17 Jun 2019
In 2017, the majority (58%) of the almost 27 000 newly reported hepatitis B cases in the European Union and European Economic Area were classified as chronic infections. This follows a consistent upward trend in reported chronic hepatitis B cases since 2008.
There is evidence of on-going transmission of hepatitis B and continued the importation of cases to many European countries according to the available surveillance data for countries of the European Union and the European Economic Area (EU/EEA) for 2017. Incomplete data, as well as varying national surveillance systems and practices, however impair more detailed epidemiological analysis of reported data.
The majority of EU/EEA countries consistently reporting experienced a steady decline in newly reported acute hepatitis B infections from 1.1 per 100 000 population in 2008 to 0.6 in 2017. This reflects overall global trends and is most likely a result of successful national vaccination programs: in these countries, the proportion of acute hepatitis B infections among people below 25 years of age declined from 20% in 2008 to 12% in 2017. The proportion of chronic cases under 25 declined from 21% in 2008 to 10% in 2017.

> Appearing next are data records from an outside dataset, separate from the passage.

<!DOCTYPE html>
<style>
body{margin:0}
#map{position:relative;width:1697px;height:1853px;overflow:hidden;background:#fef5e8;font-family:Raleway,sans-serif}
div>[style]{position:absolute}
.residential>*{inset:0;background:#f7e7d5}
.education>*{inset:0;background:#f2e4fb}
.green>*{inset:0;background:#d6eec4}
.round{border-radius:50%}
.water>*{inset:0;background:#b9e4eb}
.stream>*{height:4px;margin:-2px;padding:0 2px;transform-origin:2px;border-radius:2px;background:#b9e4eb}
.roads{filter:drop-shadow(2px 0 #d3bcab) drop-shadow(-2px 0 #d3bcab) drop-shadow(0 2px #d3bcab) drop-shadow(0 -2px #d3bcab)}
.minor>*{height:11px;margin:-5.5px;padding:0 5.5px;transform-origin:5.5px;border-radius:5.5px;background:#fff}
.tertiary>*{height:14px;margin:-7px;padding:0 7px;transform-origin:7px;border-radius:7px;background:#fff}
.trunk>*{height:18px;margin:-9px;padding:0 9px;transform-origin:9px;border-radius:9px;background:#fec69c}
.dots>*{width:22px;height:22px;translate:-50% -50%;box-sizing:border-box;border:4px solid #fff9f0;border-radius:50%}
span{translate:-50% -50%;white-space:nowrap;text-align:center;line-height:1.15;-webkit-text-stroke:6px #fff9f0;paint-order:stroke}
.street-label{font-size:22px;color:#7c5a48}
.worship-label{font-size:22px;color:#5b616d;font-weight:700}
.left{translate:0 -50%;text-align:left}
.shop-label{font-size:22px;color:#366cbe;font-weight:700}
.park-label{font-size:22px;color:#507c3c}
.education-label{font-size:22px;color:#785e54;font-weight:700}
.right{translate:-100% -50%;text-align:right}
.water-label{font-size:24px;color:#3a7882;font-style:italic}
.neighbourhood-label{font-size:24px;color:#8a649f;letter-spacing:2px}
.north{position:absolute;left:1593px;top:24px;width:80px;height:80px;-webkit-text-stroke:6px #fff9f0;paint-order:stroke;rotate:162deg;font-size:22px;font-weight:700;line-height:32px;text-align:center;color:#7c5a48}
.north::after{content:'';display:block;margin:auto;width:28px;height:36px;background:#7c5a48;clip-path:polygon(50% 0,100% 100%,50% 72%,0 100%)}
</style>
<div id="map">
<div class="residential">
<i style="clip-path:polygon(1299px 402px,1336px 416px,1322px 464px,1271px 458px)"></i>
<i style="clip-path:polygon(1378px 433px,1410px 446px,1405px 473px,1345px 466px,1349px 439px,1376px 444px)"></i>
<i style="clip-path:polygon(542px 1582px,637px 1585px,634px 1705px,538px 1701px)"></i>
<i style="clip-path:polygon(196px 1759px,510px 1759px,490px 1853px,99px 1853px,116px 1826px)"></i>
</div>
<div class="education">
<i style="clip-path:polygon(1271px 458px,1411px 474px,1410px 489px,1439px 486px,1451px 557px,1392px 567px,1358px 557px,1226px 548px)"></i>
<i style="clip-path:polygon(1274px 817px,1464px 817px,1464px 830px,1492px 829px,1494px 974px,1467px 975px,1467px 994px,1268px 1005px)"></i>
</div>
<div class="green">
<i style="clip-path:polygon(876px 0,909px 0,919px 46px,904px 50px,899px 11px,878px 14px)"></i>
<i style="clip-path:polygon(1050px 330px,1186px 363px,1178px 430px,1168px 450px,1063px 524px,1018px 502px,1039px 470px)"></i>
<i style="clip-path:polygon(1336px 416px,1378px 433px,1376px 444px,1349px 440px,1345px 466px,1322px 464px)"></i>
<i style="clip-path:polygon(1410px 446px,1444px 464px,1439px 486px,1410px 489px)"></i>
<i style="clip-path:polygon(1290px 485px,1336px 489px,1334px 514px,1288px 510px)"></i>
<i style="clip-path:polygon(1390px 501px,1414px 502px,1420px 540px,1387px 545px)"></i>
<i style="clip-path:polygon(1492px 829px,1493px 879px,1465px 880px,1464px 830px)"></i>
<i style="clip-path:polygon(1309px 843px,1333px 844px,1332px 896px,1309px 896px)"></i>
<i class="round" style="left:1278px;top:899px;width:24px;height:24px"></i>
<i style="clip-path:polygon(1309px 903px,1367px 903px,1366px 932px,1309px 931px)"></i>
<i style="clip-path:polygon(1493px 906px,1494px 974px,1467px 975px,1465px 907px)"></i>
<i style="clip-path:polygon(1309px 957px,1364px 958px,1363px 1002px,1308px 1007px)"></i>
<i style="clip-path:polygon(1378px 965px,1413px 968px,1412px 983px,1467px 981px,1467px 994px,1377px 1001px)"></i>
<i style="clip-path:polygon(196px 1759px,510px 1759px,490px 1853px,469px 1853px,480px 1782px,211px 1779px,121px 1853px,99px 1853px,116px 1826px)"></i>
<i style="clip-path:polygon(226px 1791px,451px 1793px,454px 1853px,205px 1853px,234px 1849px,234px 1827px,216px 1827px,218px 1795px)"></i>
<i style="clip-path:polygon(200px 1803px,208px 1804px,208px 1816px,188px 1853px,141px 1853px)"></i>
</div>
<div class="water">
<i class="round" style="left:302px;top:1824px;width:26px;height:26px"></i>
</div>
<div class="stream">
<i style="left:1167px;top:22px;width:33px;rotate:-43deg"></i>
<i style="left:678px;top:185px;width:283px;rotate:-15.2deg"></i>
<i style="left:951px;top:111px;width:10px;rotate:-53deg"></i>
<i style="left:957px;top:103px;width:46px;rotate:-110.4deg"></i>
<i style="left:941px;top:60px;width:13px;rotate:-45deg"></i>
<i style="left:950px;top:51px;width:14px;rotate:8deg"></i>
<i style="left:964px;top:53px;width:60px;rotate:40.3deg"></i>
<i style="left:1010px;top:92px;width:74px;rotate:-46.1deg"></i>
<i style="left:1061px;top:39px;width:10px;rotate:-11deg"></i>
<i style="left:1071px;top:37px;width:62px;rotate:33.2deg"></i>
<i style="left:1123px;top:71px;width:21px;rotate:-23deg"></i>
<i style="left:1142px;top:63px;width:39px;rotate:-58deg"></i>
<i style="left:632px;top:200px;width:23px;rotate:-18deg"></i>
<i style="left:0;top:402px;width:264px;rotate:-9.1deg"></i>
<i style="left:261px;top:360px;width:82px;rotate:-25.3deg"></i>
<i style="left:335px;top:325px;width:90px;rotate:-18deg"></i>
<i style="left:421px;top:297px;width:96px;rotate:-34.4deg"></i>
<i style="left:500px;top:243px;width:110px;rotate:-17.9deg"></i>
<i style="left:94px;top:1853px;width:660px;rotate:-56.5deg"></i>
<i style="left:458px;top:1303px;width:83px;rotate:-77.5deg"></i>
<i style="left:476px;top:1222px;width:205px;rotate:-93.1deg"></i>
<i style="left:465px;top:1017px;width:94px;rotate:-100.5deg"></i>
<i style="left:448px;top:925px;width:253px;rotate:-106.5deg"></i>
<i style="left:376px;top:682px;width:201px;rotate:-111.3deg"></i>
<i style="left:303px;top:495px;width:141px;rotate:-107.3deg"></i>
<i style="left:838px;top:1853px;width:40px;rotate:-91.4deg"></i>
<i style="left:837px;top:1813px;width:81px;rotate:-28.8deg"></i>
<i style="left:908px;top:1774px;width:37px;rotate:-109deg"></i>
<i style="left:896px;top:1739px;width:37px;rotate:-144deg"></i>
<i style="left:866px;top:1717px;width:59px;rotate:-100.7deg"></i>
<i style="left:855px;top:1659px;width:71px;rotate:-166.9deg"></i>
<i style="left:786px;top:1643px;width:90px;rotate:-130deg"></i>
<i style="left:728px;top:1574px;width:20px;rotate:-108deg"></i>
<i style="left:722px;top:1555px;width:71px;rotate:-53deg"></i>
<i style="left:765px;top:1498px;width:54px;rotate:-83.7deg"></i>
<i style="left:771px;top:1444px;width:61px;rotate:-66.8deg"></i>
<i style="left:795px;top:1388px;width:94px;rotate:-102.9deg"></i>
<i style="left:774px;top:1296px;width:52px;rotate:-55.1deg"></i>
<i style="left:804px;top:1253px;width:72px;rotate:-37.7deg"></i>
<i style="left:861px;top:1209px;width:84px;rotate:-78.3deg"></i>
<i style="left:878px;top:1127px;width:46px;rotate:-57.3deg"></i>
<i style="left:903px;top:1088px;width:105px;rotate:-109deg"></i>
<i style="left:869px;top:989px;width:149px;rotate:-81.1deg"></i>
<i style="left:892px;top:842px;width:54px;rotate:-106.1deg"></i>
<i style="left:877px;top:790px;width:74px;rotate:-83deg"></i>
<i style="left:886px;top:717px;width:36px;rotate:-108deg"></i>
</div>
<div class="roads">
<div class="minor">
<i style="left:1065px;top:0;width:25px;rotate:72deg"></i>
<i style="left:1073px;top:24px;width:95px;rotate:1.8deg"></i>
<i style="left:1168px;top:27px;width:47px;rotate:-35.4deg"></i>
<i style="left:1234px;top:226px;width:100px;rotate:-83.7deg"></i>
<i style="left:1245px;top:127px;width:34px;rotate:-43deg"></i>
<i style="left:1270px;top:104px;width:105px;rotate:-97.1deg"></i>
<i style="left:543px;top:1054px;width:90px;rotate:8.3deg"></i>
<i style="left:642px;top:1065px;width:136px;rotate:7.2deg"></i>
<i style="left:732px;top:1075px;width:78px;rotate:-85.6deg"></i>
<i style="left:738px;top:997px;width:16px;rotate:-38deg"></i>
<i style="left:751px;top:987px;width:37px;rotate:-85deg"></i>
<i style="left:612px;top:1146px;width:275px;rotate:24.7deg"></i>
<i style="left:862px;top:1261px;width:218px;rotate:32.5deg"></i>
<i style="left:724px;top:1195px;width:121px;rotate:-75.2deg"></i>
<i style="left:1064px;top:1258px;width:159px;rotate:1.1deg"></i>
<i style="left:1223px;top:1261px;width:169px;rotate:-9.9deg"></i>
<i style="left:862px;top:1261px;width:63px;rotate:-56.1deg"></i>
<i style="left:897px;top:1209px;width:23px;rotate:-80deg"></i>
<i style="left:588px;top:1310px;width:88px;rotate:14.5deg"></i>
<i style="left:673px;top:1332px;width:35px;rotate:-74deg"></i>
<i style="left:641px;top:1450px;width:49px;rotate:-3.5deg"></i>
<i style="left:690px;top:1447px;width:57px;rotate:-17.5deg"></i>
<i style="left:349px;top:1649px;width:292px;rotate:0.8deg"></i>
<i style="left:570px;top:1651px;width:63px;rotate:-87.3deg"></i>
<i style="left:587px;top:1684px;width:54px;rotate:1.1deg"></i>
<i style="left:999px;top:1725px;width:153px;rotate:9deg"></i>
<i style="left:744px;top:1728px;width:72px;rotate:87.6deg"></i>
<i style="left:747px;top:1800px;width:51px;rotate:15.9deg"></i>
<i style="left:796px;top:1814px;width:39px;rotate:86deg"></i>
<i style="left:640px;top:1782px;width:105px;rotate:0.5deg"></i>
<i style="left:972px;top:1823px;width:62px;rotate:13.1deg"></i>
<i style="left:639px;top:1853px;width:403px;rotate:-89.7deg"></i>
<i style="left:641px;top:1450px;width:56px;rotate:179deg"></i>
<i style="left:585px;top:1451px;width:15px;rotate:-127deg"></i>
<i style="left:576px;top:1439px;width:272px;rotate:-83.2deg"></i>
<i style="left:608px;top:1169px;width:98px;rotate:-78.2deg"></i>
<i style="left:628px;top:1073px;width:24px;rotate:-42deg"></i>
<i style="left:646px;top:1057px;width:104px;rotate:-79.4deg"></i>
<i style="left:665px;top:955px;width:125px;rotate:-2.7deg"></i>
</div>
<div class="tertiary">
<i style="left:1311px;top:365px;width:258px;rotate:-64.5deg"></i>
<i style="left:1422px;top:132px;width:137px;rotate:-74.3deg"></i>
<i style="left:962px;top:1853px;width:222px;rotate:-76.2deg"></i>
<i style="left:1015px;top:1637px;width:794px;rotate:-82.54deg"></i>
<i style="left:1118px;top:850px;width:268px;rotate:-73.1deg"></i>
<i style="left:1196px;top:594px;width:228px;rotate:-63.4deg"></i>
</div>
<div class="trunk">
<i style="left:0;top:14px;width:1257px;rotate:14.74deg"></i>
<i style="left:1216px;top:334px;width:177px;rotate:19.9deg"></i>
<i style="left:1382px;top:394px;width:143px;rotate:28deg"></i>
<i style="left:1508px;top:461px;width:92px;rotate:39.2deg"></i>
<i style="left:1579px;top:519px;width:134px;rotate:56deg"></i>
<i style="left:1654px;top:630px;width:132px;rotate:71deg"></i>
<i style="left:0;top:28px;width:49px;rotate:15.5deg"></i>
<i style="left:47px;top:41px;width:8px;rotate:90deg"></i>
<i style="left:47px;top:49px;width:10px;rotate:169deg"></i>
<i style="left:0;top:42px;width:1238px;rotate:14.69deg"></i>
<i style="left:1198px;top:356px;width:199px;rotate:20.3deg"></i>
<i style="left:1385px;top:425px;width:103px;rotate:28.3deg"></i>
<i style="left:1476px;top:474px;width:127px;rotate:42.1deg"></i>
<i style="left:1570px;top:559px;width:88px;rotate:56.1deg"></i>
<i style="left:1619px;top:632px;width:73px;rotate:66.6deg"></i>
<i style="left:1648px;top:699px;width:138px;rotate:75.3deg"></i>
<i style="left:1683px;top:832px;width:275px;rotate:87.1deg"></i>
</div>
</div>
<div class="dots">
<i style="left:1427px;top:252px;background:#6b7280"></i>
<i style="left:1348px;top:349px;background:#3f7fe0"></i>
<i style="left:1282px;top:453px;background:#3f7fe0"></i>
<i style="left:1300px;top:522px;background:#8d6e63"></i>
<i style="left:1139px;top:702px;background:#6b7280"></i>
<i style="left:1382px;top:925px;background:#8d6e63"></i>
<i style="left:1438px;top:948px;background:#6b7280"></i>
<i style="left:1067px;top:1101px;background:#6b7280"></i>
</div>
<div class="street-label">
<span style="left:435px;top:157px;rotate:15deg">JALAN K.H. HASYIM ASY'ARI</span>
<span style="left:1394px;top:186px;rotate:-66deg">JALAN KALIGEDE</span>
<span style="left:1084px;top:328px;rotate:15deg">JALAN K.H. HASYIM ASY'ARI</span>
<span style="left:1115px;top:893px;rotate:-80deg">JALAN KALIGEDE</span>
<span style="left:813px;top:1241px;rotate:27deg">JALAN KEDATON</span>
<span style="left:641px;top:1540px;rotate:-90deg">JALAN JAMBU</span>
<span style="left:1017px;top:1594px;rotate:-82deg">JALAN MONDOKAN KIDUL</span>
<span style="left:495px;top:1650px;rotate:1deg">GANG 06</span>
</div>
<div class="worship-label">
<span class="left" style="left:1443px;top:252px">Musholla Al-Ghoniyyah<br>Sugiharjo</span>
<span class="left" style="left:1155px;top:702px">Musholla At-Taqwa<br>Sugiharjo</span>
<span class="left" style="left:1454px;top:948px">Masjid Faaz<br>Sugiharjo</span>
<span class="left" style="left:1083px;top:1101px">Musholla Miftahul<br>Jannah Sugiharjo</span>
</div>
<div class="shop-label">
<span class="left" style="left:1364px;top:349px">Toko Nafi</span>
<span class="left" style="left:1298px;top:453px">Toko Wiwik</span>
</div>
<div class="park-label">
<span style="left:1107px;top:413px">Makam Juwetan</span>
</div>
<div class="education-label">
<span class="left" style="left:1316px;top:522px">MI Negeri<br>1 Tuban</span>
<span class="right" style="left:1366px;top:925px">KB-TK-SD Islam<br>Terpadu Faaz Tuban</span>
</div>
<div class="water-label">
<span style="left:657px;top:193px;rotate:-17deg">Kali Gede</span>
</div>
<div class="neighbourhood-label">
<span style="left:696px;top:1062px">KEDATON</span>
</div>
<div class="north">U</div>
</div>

However, during the same time period notifications of chronic hepatitis B overall increased from 6.7 per 100 000 population to 10.2 in 2017 with the highest rates reported among the 25–34-year-olds. Overall, the reported data on chronic hepatitis B seems to mirror the intensity of local testing and screening policies – thus countries with comprehensive testing programs in place appear to have the highest notification rates. The high number of chronic infections from northern Europe has a strong influence on trends with e.g. 62% of chronic hepatitis B cases in 2017 notified by the United Kingdom.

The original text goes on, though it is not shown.